■ **GOAL OF THE EXERCISE**: Please return every line in the entries below with the word "absolute" in it.

Records contained in a dataset:
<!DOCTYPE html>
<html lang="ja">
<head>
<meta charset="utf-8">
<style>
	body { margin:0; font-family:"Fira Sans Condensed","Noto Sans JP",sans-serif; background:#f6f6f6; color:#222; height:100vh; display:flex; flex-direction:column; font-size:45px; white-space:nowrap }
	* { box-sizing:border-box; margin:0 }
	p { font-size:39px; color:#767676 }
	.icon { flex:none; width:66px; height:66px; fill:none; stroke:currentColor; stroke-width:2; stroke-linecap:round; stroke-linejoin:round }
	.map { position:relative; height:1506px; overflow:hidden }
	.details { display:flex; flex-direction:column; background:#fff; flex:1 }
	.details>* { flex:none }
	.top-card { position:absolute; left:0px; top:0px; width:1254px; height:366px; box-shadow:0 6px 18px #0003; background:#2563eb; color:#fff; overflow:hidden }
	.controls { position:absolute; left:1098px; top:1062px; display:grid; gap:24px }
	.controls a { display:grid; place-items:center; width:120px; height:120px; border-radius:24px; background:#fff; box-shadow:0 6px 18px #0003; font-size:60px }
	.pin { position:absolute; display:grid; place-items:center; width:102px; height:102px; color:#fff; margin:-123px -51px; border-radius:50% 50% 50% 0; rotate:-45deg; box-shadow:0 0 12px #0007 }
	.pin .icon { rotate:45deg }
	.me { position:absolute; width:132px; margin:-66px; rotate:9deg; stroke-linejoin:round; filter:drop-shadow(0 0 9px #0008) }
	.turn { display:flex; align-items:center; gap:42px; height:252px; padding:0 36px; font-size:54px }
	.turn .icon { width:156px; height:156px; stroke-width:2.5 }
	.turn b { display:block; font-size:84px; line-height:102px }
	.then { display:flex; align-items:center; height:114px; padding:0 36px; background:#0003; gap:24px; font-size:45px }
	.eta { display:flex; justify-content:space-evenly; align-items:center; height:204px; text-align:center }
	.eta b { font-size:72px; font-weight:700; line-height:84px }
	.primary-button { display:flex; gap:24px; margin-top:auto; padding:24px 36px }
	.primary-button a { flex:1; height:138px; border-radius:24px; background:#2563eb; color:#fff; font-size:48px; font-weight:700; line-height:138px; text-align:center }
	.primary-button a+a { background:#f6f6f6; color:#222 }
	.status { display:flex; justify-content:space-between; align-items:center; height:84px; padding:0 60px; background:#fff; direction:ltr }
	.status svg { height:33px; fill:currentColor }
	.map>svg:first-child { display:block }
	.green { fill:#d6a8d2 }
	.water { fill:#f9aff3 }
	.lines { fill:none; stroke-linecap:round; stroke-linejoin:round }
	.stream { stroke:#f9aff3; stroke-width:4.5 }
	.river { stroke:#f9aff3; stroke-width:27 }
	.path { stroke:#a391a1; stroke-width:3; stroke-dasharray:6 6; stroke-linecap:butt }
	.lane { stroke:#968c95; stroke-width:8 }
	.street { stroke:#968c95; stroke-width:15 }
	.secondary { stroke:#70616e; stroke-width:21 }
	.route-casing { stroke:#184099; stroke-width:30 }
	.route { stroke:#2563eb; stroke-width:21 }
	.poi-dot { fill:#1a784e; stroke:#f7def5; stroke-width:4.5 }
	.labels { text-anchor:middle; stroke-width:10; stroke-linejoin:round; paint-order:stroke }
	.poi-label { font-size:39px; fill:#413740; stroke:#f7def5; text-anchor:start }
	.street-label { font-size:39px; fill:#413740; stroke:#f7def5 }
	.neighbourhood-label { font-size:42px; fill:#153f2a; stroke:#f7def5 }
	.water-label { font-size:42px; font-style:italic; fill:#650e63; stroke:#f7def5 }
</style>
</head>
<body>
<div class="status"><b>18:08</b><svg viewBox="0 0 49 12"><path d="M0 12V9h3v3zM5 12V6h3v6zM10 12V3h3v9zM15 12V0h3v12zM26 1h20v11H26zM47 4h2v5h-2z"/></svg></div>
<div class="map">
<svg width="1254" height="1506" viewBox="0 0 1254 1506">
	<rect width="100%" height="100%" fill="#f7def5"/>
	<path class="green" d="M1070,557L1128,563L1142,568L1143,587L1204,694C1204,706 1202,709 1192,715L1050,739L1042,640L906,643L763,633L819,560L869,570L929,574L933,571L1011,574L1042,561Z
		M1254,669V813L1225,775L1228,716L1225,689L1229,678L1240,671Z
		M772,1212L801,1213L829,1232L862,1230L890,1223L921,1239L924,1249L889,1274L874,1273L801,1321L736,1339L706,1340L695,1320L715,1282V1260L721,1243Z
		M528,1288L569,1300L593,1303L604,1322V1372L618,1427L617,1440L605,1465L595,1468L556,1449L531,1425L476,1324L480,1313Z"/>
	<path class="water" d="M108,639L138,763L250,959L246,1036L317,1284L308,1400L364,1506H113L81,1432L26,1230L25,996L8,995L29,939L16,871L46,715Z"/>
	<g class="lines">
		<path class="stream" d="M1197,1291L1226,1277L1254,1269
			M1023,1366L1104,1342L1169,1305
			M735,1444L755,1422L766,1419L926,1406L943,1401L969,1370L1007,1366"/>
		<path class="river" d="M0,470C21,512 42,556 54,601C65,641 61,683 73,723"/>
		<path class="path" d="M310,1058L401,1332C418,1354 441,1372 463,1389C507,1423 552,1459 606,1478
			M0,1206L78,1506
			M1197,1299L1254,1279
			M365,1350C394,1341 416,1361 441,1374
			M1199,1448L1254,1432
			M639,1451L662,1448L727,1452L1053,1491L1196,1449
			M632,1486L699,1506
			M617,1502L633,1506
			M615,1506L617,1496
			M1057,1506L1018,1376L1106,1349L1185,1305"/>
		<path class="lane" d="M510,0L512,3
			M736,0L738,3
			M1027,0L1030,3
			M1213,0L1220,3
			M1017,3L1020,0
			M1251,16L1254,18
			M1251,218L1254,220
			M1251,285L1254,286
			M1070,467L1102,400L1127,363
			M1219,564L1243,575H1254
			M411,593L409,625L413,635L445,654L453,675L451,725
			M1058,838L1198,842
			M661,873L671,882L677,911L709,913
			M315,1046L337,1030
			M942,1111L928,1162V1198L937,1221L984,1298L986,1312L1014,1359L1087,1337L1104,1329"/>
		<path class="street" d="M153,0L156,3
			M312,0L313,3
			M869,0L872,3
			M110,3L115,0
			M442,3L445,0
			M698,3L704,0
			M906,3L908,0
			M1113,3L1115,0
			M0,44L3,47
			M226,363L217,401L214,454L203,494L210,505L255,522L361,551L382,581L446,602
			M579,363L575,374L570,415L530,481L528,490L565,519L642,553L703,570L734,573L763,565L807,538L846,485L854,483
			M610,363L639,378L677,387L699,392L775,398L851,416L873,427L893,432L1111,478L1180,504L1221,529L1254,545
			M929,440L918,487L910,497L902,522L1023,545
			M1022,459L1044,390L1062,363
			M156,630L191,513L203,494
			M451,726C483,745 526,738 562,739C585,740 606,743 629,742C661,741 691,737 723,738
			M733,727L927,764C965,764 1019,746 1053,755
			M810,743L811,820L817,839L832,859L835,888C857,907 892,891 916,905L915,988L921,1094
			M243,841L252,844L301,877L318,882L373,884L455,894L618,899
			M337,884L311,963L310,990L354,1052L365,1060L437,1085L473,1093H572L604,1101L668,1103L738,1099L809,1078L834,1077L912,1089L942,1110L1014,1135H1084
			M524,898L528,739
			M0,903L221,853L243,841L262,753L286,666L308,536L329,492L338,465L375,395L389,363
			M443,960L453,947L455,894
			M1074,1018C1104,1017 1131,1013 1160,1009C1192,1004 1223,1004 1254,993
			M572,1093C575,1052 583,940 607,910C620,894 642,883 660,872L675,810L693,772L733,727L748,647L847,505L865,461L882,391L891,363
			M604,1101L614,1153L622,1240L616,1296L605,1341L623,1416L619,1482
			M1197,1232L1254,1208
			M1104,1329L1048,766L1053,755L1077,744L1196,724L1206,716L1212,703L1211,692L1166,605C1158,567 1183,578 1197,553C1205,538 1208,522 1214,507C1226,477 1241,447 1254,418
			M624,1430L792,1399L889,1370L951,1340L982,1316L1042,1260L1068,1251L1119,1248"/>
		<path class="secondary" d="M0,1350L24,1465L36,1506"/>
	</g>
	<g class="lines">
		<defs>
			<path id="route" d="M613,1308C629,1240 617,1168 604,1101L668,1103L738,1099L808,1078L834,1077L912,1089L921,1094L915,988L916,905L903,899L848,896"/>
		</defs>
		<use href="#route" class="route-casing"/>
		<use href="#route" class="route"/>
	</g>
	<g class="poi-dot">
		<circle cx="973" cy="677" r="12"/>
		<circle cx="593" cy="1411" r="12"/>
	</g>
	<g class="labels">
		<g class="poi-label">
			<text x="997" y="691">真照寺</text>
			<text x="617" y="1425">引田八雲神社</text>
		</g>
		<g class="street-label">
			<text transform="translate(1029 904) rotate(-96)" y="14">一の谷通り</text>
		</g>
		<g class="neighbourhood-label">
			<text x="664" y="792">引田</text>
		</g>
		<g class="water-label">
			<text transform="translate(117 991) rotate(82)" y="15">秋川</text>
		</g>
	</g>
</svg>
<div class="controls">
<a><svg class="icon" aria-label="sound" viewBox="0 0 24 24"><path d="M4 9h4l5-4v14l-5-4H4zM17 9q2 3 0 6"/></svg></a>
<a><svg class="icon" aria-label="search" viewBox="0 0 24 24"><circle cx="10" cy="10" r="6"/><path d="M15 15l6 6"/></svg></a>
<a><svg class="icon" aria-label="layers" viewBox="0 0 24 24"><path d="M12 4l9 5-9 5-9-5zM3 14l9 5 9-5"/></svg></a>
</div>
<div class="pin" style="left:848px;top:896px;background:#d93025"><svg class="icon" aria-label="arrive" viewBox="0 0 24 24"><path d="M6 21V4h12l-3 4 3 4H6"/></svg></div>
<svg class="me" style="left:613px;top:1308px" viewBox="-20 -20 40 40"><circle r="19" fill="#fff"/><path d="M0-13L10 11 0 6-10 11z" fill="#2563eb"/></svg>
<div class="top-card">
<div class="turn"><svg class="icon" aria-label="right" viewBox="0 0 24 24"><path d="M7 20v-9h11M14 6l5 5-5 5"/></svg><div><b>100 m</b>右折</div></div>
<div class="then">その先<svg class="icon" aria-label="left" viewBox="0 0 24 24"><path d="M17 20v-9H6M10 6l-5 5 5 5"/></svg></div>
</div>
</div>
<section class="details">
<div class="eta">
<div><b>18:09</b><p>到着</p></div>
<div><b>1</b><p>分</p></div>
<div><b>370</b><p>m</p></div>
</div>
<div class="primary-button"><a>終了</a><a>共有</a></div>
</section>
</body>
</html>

■ **RESULT BELOW**:
	.top-card { position:absolute; left:0px; top:0px; width:1254px; height:366px; box-shadow:0 6px 18px #0003; background:#2563eb; color:#fff; overflow:hidden }
	.controls { position:absolute; left:1098px; top:1062px; display:grid; gap:24px }
	.pin { position:absolute; display:grid; place-items:center; width:102px; height:102px; color:#fff; margin:-123px -51px; border-radius:50% 50% 50% 0; rotate:-45deg; box-shadow:0 0 12px #0007 }
	.me { position:absolute; width:132px; margin:-66px; rotate:9deg; stroke-linejoin:round; filter:drop-shadow(0 0 9px #0008) }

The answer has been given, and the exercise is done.